Terminal Illness

Mary sat at her son’s bedside, hands clasped in desperation, eyes dark. She stared — trying to cure him by willpower alone.

“You need a break, darling.”

Mary looked up, her lips forcing a smile that would never reach her eyes. “I can’t leave him, John.”

Her husband smiled softly, a rueful expression of love, sympathy. “I know how hard it is, but you must look after yourself too. You need to rest, eat.”

Mary looked back at her son, shaking her head. “No. When Daniel was first sick we tried to be all grown up about it. We tried positive thinking, we tried to ‘get on with life’ and we very nearly lost him.”

“But we didn’t lose him.”

“By some kind of miracle! The doctors…and all our money, all your fame…was good for nothing.”

John stood silent, lips pressed into a flat line. He watched the back of his wife’s head, watched her shoulders tremble. He knew she was quietly crying again.

“I’m sorry,” she said, eventually. “I’m sorry…”

John stepped forward, putting one hand on her shoulder. “I know. But do you remember when that miracle happened? You spent the day with your sister. I called you there to tell you that Daniel had shown sudden improvement. We don’t know why, but he did. At least go outside, for ten minutes. Have a walk, get some fresh air. I’ll sit with him.”

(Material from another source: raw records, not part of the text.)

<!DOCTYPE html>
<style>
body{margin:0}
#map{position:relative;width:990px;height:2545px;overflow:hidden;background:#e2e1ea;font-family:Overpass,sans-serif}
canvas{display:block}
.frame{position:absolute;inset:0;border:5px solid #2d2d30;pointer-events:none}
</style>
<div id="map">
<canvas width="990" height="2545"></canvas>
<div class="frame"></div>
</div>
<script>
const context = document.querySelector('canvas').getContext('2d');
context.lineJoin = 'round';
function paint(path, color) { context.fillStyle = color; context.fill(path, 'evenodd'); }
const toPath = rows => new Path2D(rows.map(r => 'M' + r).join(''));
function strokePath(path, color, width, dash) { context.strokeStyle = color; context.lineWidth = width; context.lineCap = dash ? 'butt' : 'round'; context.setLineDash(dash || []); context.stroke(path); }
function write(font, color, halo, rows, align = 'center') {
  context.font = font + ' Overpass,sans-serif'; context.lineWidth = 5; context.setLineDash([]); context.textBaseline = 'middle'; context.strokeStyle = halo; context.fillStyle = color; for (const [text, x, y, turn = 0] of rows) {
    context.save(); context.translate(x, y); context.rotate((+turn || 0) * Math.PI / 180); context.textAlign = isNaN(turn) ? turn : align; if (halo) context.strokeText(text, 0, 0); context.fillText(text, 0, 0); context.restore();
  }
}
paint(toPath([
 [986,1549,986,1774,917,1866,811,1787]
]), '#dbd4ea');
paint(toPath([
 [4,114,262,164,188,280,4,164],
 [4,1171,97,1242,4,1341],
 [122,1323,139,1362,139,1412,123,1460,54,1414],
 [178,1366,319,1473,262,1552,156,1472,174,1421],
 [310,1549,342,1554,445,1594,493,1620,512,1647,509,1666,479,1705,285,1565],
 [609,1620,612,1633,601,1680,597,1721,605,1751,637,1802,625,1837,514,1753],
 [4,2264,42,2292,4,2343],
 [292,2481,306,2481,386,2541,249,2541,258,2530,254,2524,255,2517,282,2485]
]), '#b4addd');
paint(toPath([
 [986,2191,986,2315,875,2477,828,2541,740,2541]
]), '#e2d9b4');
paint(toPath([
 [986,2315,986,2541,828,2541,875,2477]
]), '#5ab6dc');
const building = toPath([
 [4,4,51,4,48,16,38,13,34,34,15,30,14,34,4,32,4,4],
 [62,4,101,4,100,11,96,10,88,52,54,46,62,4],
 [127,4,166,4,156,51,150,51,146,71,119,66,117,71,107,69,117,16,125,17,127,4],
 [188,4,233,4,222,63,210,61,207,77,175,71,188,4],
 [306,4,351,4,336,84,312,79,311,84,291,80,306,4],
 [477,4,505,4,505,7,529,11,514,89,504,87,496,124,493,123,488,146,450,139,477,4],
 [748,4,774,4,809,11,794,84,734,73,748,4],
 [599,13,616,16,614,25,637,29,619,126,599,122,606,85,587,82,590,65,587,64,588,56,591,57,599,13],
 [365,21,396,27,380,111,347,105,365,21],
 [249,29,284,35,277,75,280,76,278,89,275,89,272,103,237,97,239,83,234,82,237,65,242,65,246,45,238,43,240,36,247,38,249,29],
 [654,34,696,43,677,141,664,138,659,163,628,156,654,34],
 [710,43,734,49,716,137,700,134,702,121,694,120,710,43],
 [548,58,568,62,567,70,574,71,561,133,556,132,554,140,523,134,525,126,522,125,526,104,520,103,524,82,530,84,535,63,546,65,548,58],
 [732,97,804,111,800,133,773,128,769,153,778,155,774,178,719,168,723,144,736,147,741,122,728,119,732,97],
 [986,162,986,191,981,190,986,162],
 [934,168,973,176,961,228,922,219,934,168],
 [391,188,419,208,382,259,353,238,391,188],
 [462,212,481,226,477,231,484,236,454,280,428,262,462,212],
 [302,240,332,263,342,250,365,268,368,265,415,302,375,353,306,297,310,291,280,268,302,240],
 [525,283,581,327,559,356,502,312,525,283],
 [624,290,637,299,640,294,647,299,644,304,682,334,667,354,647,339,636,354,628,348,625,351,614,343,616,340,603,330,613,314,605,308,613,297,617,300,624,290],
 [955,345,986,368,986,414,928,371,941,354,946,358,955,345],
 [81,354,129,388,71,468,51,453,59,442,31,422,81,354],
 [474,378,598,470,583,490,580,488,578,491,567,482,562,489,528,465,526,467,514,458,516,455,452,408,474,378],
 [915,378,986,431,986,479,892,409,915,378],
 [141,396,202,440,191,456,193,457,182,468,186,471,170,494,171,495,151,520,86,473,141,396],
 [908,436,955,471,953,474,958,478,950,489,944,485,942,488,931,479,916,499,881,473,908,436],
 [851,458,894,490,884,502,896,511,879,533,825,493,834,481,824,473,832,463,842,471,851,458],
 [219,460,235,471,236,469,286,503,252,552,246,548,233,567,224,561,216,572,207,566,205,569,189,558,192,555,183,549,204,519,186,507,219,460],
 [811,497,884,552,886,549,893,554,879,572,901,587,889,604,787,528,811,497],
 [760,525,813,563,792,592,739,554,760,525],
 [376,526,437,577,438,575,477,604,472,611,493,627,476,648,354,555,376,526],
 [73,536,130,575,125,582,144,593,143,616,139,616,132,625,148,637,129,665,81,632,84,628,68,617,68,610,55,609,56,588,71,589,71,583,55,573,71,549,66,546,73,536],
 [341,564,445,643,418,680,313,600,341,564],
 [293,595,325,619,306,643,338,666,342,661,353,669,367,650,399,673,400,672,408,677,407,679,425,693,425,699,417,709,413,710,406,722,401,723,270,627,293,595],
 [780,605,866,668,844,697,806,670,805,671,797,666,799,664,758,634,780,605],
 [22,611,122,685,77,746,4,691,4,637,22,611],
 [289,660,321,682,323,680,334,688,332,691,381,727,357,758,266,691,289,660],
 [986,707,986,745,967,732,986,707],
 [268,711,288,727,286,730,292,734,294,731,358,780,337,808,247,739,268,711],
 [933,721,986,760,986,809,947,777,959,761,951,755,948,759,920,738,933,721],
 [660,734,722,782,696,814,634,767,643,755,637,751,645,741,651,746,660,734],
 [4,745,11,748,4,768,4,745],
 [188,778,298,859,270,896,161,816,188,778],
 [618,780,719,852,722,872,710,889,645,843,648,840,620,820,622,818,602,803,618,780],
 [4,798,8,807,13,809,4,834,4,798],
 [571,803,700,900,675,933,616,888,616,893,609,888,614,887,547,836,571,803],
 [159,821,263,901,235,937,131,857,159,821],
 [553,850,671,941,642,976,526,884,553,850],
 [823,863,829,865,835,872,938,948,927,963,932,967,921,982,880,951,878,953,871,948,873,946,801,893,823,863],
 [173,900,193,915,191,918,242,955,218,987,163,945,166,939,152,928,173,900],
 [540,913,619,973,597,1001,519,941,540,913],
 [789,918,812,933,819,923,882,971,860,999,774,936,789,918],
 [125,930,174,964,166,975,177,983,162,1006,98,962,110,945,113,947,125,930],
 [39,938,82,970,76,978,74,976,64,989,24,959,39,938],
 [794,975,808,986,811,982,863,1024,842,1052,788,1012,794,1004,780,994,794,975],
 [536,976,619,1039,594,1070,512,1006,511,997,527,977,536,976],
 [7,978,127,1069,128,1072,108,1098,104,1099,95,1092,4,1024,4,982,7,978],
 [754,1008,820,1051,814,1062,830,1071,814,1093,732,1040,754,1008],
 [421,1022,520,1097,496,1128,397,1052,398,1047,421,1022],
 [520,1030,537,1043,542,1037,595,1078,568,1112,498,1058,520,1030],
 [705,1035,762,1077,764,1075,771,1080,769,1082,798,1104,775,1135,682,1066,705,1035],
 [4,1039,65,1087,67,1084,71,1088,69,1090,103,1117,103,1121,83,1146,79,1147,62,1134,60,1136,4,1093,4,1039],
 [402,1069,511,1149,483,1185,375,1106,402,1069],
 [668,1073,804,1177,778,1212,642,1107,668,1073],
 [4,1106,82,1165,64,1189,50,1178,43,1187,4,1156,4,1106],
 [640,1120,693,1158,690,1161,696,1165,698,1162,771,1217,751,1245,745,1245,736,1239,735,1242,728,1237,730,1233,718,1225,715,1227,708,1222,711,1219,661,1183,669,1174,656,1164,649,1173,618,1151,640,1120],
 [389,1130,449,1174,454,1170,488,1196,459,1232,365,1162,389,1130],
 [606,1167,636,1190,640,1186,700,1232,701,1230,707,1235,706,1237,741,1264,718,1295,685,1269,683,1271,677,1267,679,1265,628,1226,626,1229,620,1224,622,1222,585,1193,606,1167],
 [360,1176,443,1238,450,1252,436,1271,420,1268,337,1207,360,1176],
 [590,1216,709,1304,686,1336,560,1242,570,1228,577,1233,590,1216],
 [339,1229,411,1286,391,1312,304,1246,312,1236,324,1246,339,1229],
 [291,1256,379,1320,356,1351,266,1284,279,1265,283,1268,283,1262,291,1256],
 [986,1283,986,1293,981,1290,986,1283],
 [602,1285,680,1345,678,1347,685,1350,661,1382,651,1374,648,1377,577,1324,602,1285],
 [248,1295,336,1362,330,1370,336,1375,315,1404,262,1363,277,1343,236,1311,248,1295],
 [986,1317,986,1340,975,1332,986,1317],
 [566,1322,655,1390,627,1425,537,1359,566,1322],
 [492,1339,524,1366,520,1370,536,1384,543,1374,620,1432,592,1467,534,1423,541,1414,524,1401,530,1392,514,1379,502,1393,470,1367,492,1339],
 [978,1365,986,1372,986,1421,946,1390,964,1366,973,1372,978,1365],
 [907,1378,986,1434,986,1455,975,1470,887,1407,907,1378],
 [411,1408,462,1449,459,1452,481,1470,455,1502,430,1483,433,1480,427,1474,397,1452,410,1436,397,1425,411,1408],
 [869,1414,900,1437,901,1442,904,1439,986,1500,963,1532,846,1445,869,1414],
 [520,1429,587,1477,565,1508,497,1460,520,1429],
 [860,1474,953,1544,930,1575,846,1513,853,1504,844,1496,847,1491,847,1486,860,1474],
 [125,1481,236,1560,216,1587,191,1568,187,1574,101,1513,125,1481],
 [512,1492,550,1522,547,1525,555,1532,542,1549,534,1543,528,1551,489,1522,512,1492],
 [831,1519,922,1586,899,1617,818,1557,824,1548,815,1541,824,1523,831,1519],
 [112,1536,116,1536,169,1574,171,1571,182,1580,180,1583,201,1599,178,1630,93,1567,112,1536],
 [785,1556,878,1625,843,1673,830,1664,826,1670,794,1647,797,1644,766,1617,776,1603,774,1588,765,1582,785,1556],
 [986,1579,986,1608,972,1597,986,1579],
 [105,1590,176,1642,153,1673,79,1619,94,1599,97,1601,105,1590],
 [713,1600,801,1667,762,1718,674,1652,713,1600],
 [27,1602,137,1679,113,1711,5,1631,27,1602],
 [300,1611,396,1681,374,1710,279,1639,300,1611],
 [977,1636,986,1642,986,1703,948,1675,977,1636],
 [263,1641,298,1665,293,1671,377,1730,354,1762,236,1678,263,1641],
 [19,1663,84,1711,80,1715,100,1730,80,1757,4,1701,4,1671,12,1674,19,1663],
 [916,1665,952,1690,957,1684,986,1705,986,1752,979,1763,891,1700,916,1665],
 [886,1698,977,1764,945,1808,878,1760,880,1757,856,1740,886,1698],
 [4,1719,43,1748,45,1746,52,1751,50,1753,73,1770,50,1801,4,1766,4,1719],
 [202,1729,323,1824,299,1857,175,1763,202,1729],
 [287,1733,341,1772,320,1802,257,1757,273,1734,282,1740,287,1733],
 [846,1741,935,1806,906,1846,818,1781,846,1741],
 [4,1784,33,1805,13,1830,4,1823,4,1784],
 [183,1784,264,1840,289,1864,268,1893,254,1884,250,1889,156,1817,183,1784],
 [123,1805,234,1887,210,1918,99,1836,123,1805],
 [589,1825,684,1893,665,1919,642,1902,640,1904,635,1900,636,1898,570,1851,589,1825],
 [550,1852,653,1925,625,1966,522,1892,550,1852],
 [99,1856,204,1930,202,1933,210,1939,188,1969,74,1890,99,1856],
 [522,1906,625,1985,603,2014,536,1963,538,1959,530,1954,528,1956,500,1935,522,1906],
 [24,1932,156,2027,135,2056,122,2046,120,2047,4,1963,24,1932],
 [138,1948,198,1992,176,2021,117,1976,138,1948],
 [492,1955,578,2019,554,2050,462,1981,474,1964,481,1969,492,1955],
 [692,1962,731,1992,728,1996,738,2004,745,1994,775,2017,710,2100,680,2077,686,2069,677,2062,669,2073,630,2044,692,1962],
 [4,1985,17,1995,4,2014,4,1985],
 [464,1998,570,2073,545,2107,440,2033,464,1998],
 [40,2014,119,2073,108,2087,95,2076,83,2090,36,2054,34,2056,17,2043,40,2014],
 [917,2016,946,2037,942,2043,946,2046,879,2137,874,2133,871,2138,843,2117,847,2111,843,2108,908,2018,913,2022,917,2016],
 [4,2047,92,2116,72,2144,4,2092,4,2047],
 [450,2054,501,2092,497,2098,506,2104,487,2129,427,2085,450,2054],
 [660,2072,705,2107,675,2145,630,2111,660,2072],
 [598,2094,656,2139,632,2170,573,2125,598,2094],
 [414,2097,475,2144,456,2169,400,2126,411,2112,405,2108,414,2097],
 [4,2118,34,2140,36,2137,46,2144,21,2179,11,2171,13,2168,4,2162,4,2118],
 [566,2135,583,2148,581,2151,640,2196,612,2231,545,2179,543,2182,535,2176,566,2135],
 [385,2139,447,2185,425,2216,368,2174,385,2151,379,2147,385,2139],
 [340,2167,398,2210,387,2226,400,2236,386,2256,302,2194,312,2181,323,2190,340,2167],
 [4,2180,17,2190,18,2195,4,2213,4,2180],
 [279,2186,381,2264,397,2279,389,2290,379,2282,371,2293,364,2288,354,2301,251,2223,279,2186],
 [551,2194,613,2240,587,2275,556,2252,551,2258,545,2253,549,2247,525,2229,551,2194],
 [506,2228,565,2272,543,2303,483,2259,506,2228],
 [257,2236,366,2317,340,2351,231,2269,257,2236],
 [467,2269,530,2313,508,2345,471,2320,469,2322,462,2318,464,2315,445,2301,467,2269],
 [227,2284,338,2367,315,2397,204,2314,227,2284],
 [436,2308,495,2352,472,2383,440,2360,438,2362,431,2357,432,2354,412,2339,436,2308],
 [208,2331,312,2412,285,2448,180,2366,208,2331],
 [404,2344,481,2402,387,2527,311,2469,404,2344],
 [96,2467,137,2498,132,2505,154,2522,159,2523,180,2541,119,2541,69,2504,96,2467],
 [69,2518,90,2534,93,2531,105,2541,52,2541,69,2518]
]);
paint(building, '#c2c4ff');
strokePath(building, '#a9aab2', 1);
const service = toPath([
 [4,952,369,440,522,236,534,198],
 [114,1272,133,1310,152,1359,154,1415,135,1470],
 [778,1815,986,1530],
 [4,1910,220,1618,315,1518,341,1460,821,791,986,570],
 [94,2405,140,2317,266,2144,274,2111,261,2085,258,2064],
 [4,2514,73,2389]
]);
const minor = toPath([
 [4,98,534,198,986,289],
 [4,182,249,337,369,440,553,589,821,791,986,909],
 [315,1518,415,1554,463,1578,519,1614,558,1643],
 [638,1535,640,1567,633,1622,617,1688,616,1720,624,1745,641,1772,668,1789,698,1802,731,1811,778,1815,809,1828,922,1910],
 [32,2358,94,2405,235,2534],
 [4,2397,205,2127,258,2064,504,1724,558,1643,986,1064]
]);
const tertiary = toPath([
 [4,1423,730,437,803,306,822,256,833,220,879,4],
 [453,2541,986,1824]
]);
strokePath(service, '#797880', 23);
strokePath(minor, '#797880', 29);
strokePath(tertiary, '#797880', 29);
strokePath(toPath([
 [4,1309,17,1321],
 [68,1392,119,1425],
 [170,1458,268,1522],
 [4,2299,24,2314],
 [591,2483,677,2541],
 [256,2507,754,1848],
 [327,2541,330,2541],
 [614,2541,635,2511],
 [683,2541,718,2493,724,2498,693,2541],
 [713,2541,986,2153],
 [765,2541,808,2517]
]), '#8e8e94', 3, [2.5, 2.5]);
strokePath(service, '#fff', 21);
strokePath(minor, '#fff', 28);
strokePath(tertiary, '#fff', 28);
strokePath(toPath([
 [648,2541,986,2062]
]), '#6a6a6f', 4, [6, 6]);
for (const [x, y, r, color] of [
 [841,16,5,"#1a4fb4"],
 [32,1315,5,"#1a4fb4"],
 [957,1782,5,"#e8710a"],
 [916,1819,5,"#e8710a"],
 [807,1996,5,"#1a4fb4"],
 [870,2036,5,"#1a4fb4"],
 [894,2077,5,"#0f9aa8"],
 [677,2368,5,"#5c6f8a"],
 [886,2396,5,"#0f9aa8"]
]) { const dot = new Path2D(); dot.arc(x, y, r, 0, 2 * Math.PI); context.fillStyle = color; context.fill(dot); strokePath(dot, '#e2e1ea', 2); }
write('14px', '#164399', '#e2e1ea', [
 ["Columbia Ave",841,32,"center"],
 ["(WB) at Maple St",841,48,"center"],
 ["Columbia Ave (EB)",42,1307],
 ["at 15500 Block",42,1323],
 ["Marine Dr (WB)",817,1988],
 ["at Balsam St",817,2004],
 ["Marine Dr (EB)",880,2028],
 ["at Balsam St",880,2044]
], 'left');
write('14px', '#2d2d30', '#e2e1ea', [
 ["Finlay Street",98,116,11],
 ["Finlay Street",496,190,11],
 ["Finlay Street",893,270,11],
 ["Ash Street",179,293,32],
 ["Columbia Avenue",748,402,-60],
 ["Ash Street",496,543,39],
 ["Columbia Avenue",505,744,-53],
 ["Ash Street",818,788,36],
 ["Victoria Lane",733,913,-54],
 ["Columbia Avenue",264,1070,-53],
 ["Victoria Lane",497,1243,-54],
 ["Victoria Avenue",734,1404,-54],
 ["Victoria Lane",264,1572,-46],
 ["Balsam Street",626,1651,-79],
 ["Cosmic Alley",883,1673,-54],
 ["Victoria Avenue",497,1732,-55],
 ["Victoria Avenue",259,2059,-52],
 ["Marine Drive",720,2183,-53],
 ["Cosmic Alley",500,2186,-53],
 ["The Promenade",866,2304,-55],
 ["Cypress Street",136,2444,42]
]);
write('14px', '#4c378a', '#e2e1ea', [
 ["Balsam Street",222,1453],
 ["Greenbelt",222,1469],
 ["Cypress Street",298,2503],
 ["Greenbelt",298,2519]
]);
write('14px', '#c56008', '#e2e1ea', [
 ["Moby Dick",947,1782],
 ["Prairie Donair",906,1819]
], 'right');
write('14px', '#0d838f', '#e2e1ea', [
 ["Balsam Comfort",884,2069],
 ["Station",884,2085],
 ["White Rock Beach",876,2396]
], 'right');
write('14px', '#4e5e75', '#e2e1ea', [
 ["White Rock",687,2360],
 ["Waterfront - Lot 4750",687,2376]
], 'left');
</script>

With a suppressed sob, Mary nodded. She laid a soft, lingering kiss on Daniel’s forehead then left the room.

As soon as John heard the front door close he pulled out his phone and said tersely, “Doctor Stellman.”

There was a pause, then a click, then a tense voice said, “John?”

“Yes. How can this be happening, Stellman?”

“It really shouldn’t be. It’s just that we had to work so quickly before…”

“Enough. Whatever. We have to fix it. Now.”

“Yes, of course. Okay, you have the protein serum?”

John nodded, pulling a vial and syringe from his inside pocket. “It’s here.”

“Okay, roll him over. Find the correct pressure points, like we practiced.”

John lifted his son and flipped him over, face down on the bed. As he probed with his fingers at the base of Daniel’s skull he said, “This had better work, Stellman.”

“It will, I’m sure.”

“She can never find out, Stellman. Never!”

“I know. She won’t. You have the points?”

“Yes, I’m doing it.” There was a soft click. Daniel went completely limp — a corpse. John pressed more points in his son’s neck and the flesh at Daniel’s hairline melted back, revealing flexible, polished metal. John ran a fingernail along the metal and popped open a panel. “Okay. I’m in.”

“Good. There’s a cannula port right beside the Neural Cortex Master. Inject the protein serum, count to thirty, then reboot the Neural Net.”

John inserted the syringe needle with trembling hands. “She can never know, Stellman. And this must never happen again.”